Towards the end of my wait time a couple came into the shop with their adolescent son.  I'd put the kid at around 17, but he could have been a year or two older or younger.  It did not seem as if the dad or mom could speak. They signed when they interacted.  The boy was not paying attention and was difficult to control.  At one point the kid got up out of a chair and started walking around the shop.  This couple and their son must have come in at other times because the workers did not appear to be alarmed at how the young man meandered through the store as if he was the difficult child of the owner whose parent had given up disciplining him.

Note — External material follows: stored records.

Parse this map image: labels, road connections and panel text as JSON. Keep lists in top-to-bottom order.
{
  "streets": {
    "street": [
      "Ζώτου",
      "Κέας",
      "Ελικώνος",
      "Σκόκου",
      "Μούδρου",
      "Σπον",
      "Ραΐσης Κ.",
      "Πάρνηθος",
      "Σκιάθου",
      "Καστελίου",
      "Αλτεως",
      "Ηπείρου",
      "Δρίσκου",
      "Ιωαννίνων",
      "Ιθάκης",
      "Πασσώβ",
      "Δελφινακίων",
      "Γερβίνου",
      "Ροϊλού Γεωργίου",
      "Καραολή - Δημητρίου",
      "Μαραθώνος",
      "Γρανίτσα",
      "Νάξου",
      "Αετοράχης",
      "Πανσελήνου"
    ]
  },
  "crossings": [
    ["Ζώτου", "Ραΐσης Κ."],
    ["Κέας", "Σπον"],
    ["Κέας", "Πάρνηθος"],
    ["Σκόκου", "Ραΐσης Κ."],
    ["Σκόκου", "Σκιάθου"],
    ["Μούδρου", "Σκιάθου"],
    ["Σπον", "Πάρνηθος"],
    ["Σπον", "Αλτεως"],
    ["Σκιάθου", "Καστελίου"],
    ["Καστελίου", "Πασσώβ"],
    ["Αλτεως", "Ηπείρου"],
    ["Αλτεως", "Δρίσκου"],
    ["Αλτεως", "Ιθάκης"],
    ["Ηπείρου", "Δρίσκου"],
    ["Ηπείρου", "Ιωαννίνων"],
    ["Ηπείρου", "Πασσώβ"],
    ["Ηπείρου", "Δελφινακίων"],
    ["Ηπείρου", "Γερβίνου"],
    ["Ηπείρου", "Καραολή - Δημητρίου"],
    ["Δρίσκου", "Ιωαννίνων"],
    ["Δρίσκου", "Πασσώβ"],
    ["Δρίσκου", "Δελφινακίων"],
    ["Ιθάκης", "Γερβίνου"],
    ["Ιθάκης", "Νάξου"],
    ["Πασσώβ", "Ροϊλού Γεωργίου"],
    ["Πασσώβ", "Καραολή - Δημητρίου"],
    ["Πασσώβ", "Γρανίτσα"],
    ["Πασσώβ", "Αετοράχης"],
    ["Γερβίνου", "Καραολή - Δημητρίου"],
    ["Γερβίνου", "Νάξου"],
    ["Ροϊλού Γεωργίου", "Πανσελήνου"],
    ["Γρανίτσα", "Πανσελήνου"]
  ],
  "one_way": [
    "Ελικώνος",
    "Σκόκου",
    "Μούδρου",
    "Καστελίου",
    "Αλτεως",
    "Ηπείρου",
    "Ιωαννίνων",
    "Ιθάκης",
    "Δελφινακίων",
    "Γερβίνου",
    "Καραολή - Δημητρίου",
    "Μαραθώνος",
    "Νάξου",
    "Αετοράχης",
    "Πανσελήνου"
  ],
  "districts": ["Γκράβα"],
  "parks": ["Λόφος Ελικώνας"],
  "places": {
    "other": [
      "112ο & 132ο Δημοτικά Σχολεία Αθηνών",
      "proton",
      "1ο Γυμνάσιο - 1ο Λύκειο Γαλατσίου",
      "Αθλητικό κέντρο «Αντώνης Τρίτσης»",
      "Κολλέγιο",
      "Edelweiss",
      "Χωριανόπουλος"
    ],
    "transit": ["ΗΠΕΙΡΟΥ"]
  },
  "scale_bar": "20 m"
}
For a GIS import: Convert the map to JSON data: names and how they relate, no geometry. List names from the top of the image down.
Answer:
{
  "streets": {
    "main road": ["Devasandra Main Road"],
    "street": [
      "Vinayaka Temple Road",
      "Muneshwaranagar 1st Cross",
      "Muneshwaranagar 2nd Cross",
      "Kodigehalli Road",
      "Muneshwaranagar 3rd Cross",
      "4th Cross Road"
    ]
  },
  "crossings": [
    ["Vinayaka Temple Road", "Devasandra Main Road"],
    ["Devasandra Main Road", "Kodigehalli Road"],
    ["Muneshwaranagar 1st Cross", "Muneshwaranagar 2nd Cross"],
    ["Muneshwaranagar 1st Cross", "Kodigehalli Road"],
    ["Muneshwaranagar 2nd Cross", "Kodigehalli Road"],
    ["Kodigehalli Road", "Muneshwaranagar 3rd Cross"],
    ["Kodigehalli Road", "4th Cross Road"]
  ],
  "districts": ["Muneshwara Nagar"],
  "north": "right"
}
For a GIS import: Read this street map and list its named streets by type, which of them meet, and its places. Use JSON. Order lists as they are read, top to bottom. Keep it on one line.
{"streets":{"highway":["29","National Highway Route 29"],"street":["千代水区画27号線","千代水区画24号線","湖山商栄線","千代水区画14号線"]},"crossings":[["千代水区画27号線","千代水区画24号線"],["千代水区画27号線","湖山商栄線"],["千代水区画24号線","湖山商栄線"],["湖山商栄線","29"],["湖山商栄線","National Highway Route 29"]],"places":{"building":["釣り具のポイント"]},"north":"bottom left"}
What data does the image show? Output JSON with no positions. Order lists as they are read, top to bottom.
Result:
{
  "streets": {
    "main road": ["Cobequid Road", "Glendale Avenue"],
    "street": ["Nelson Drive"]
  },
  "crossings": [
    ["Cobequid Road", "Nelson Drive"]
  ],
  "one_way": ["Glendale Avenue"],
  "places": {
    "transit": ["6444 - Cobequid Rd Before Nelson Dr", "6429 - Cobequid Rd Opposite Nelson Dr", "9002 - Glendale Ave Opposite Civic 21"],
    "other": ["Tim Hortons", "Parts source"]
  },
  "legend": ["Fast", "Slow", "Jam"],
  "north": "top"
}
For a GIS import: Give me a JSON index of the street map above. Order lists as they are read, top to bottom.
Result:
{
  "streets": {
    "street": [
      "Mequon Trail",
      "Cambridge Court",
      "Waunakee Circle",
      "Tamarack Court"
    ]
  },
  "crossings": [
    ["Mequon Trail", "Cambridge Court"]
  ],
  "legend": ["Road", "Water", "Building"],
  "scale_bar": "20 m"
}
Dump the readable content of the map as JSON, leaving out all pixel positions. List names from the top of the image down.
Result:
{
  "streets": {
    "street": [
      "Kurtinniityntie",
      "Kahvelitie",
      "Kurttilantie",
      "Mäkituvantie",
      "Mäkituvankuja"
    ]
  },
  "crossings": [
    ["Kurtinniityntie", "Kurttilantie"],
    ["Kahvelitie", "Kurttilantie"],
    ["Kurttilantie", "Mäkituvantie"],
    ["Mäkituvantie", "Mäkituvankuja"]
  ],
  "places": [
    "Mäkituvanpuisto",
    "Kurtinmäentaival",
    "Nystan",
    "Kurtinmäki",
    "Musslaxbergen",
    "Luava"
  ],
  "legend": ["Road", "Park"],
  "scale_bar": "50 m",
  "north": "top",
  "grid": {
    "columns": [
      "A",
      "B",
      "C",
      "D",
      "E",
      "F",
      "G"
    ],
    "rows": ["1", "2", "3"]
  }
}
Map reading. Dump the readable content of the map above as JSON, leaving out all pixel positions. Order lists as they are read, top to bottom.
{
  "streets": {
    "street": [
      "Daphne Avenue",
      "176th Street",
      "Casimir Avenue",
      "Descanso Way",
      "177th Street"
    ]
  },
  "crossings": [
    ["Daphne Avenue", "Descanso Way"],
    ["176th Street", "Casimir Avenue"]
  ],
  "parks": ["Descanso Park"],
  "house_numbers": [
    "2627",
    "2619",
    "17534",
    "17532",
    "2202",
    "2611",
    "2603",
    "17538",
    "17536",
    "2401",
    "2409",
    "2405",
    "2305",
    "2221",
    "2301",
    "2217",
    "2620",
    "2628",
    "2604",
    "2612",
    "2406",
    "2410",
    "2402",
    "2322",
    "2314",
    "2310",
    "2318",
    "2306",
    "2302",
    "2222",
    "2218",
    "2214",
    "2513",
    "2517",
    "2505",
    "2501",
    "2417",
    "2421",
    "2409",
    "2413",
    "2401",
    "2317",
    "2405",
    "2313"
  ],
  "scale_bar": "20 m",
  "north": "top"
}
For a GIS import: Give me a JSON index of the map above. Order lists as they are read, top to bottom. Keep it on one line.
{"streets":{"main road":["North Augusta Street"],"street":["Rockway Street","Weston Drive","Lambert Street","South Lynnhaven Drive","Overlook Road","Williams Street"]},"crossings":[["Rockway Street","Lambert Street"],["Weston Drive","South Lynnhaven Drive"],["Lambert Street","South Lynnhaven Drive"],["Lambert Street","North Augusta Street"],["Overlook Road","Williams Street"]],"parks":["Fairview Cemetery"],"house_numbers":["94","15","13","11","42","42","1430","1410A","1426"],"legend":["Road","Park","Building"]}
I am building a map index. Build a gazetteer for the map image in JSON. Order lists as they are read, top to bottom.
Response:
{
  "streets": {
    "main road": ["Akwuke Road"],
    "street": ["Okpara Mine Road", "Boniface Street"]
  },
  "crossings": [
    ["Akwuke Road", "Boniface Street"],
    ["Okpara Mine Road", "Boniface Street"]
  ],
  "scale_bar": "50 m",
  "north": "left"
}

Soon it became apparent that the boy was not simply mischievous.  My unprofessional diagnosis was that he was a young Rain Man, an autistic youngster.  He did not speak but neither did his parents, so it took a few moments to realize that the kid was not responding normally.

These people were not waiting for May.  I was in her chair being shorn when the parents attempted to corral their youngster so that he could sit in someone else's chair.  They could not do it. They started yanking the boy out of one chair to get him into another.   The kid was very close by and I thought the situation could be dangerous if in the course of the tugging the kid bolted into May while she was using her scissors.

That did not happen, but I noticed when they finally got the boy into a chair that he would not sit still for the haircut. The woman doing the cutting was remarkably patient waiting for the kid to stop for a few seconds so she could snip.  When I went to the register to pay, I saw that the father now was sitting in the chair with his arms around the boy like a straitjacket holding him down on his lap so the barber could do her work.  It was like cutting a moving target.

At one point the we heard a loud smash as the kid had knocked away a mirror being held by someone--I think the mother.  I don't know how the haircut ended for him.  He was still being held down in the chair when I exited.

It had been a troubling week for me. Nothing insurmountable, just some foul matters taking up space in my head.  It should put things in perspective to imagine the hour by hour challenges of the parents of the young boy as well as the--to us-- incomprehensible world of the boy himself.  He and they would trade their lot with many of us. I imagine there is love in their family like there is in many families, but the turbulence of every day must create obstacles that block their journey in ways we cannot imagine.